◆ INSTRUCTIONS FOR THE TASK: In the entries below, begin at the line that has "List all labels, symbols" and stop after the line that has "Where are all"; output those lines exactly, leaving out pictures.

|---|

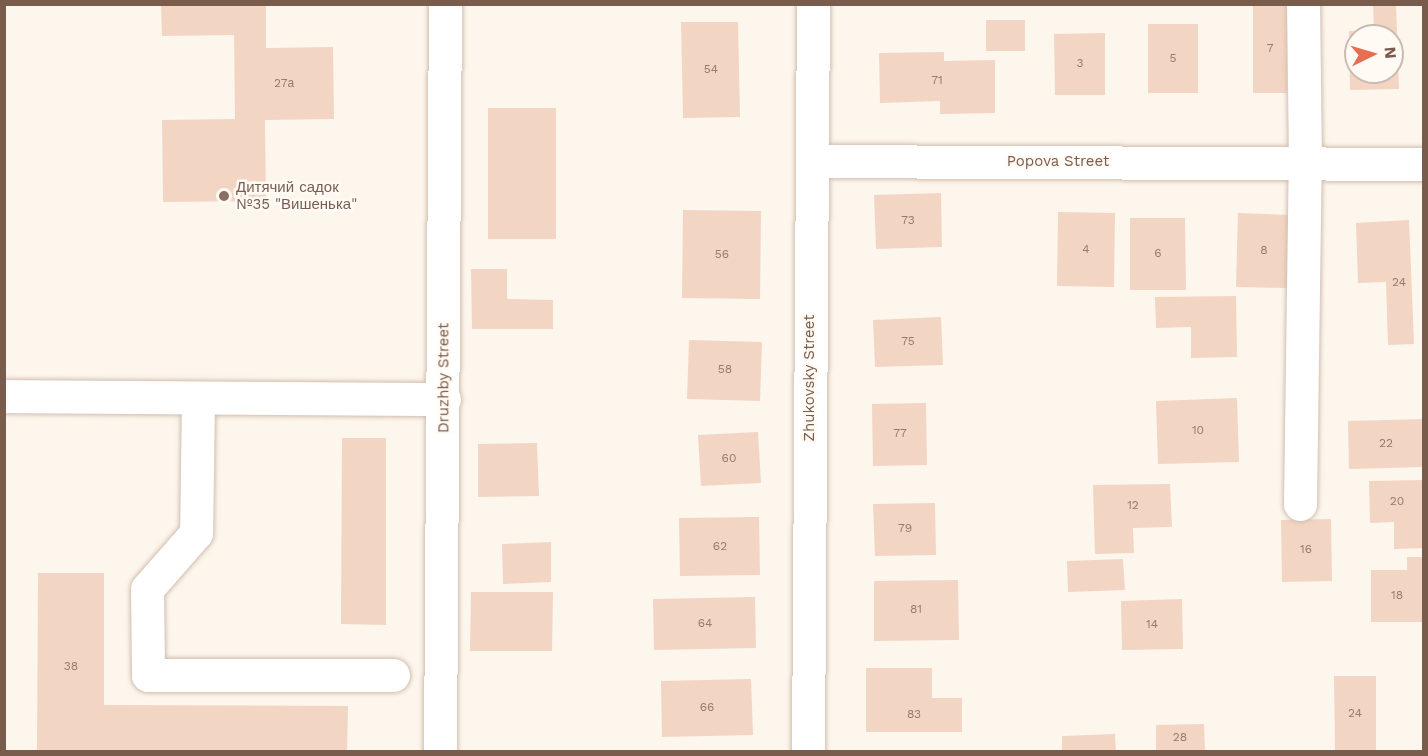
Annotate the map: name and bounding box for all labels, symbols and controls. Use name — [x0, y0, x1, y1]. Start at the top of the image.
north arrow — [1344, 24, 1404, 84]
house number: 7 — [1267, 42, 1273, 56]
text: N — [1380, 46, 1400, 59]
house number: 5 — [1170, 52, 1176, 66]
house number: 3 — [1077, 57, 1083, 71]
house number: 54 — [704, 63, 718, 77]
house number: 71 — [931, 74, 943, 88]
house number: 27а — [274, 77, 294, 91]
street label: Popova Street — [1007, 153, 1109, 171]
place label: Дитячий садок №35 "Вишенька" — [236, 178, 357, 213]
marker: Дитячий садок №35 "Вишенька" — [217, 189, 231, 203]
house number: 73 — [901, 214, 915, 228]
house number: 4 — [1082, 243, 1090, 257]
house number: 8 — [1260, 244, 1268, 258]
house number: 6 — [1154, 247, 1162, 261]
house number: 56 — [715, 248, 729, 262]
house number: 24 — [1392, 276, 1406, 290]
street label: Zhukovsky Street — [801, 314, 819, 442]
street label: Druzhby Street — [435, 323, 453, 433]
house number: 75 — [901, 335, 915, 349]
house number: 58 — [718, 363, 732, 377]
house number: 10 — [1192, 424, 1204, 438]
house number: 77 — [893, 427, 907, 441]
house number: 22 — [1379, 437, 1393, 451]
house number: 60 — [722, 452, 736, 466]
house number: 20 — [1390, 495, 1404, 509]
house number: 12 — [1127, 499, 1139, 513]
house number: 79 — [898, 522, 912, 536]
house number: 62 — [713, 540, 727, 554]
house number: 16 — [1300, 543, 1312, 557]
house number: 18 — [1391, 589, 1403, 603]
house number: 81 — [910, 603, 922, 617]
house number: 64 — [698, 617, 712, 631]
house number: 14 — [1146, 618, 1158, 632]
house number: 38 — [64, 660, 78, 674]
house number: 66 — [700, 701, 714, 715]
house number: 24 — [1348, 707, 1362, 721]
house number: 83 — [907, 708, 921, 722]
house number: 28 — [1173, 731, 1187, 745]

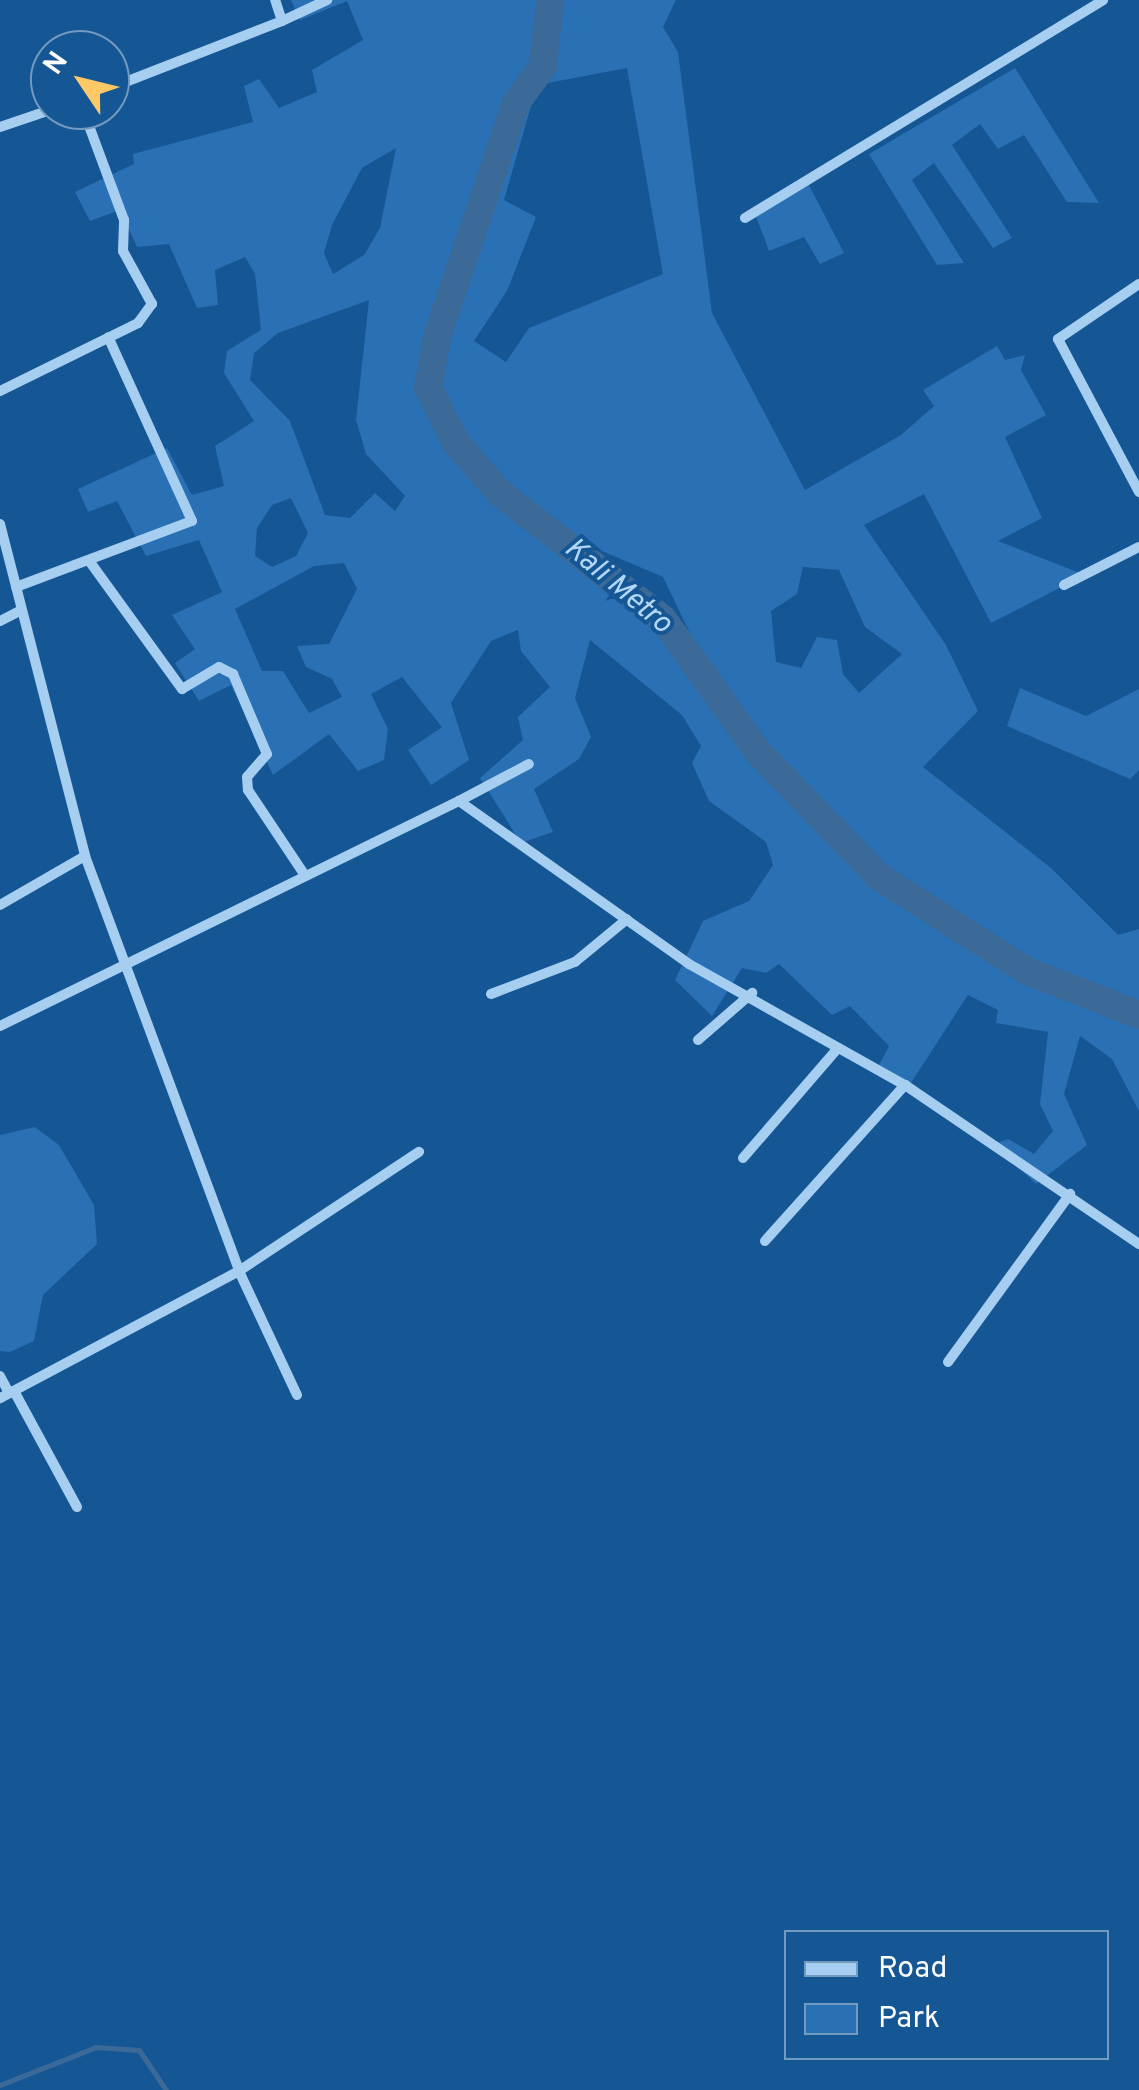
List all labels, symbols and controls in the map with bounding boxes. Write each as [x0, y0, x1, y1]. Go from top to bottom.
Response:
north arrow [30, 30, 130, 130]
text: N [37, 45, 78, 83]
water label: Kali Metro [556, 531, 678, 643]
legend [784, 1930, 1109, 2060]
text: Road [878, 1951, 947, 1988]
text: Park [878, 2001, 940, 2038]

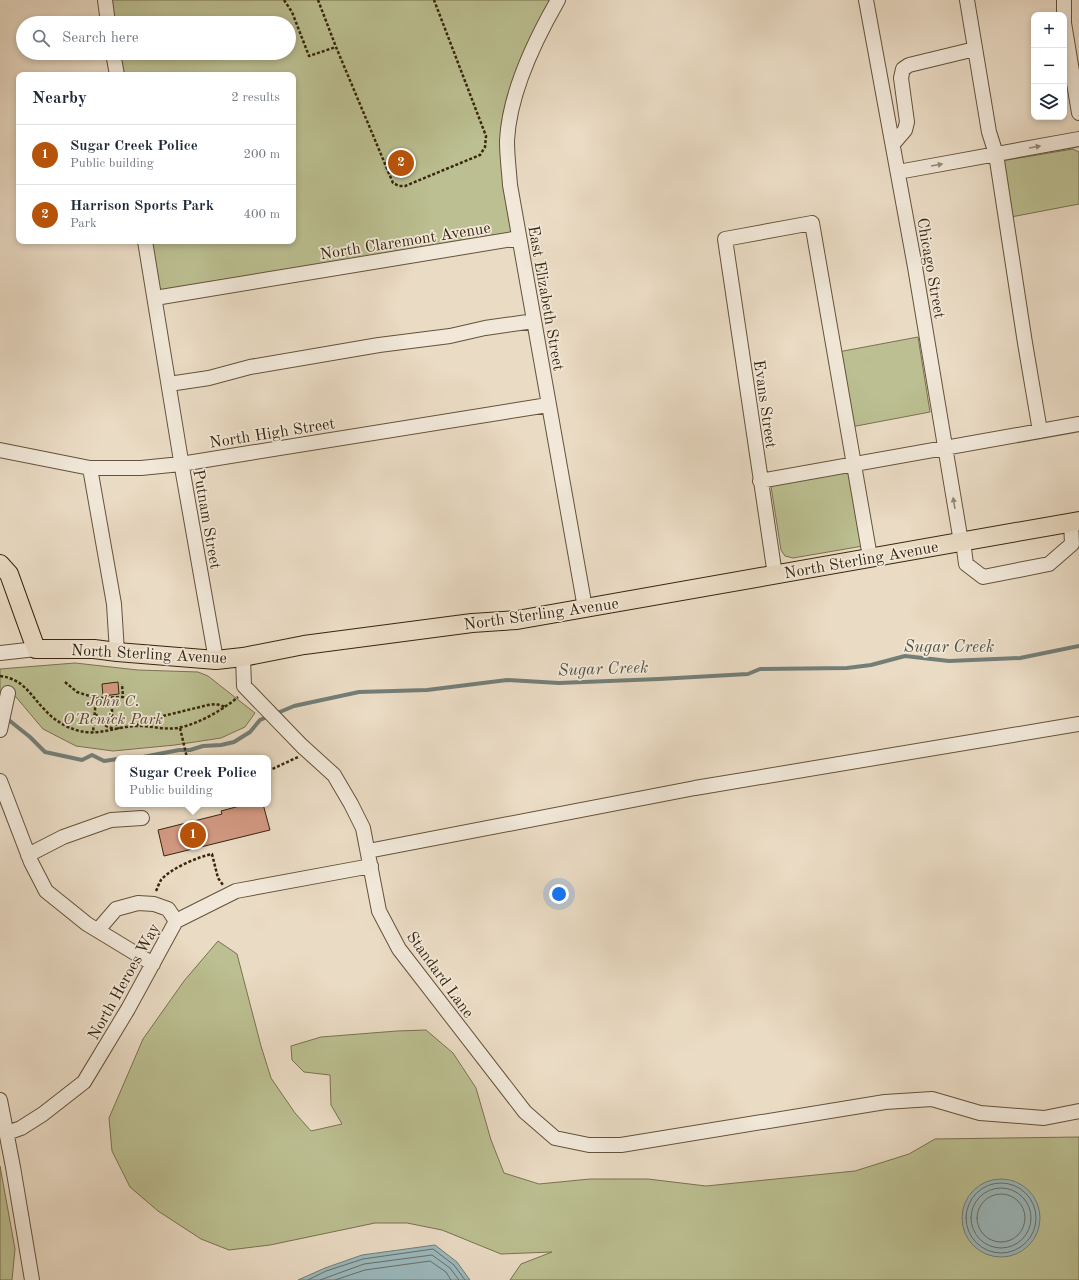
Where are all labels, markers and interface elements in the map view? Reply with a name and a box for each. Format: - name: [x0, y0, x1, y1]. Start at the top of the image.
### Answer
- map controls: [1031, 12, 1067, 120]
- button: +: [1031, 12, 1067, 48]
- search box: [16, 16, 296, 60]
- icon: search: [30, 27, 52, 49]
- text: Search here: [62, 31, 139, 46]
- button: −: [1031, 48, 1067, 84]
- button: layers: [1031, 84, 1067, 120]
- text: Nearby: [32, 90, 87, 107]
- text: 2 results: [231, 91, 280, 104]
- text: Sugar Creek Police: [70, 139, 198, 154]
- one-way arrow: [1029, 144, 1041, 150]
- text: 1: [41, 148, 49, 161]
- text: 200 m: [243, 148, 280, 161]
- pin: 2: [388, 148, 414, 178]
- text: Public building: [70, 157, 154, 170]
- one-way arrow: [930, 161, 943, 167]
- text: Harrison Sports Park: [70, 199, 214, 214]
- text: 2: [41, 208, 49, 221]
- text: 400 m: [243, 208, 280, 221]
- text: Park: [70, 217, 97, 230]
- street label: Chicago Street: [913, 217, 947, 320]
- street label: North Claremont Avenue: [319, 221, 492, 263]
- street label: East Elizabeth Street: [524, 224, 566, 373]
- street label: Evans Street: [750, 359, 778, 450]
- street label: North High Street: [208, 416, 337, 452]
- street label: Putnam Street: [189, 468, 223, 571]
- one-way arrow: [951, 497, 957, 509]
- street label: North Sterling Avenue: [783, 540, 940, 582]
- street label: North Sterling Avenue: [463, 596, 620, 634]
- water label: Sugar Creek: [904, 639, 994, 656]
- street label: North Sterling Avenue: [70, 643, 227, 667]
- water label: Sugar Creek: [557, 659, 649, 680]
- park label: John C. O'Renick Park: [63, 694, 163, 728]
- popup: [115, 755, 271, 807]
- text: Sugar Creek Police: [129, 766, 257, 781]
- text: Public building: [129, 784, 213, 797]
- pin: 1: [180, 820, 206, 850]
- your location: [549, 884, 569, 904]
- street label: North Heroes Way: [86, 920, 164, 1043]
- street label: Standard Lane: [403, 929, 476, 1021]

|---|

◆ OUTPUT OF THE TASK:
List all labels, symbols and controls in the map with bounding boxes. Write each as [x0, y0, x1, y1]. Go from top to bottom.
Response:
north arrow [30, 30, 130, 130]
text: N [37, 45, 78, 83]
water label: Kali Metro [556, 531, 678, 643]
legend [784, 1930, 1109, 2060]
text: Road [878, 1951, 947, 1988]
text: Park [878, 2001, 940, 2038]

Where are all labels, markers and interface elements in the map view? Reply with a name and a box for each. Format: - name: [x0, y0, x1, y1]. Start at the top of the image.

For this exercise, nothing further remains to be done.